In ViSP, such basic operations are mainly implemented in vpMatrix class and are using BLAS/LAPACK dgemm (double general matrix multiplication) and dgemv (double general matrix vector multiplication) functions in order to:
- multiply two matrices using either:
- vpMatrix::mult2Matrices(const vpMatrix &, const vpMatrix &, vpMatrix &)
- vpMatrix::operator*(const vpMatrix &) const
- multiply a matrix by a vector using either:
- vpMatrix::multMatrixVector(const vpMatrix &, const vpColVector &, vpColVector &)
- vpMatrix::mult2Matrices(const vpMatrix &, const vpColVector &, vpColVector &)
- vpMatrix::operator*(const vpColVector &) const
- compute product \f${\bf A}^T {\bf A}\f$ or \f${\bf A} {\bf A}^T\f$ using either:
- vpMatrix::AtA()
- vpMatrix::AtA(vpMatrix &) const
- vpMatrix::AAt()
- vpMatrix::AAt(vpMatrix &) const
These optimized operations are based on the use of [BLAS](https://en.wikipedia.org/wiki/Basic_Linear_Algebra_Subprograms) and [LAPACK](https://en.wikipedia.org/wiki/LAPACK) third-party libraries.
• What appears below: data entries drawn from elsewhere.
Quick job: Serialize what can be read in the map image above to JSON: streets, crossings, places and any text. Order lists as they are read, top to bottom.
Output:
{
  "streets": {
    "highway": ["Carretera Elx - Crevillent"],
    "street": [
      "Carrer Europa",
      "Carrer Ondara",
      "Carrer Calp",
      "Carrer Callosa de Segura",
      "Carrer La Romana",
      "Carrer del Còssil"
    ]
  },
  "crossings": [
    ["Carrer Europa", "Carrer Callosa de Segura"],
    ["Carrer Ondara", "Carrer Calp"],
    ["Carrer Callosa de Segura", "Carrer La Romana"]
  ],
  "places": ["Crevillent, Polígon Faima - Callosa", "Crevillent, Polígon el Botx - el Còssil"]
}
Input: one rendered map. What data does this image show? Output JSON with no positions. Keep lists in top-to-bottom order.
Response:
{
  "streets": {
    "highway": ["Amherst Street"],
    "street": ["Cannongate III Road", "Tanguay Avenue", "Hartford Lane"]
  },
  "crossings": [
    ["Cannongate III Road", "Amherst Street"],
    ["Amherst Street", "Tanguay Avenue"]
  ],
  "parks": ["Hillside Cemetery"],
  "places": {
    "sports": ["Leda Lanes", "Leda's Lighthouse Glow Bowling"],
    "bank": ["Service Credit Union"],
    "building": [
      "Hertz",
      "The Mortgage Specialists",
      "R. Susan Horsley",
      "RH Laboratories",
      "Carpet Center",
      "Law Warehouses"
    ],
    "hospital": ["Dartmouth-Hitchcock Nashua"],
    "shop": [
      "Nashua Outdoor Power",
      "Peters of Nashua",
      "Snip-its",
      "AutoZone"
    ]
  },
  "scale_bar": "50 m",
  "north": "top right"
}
Several [optimized third-party](https://wiki.debian.org/DebianScience/LinearAlgebraLibraries) implementations are available for BLAS/LAPACK, but only one of the following third-party is used at the same time:
- [MKL](https://software.intel.com/en-us/mkl) for Intel Math Kernel Library. It provides an optimized BLAS and an optimized subset of LAPACK.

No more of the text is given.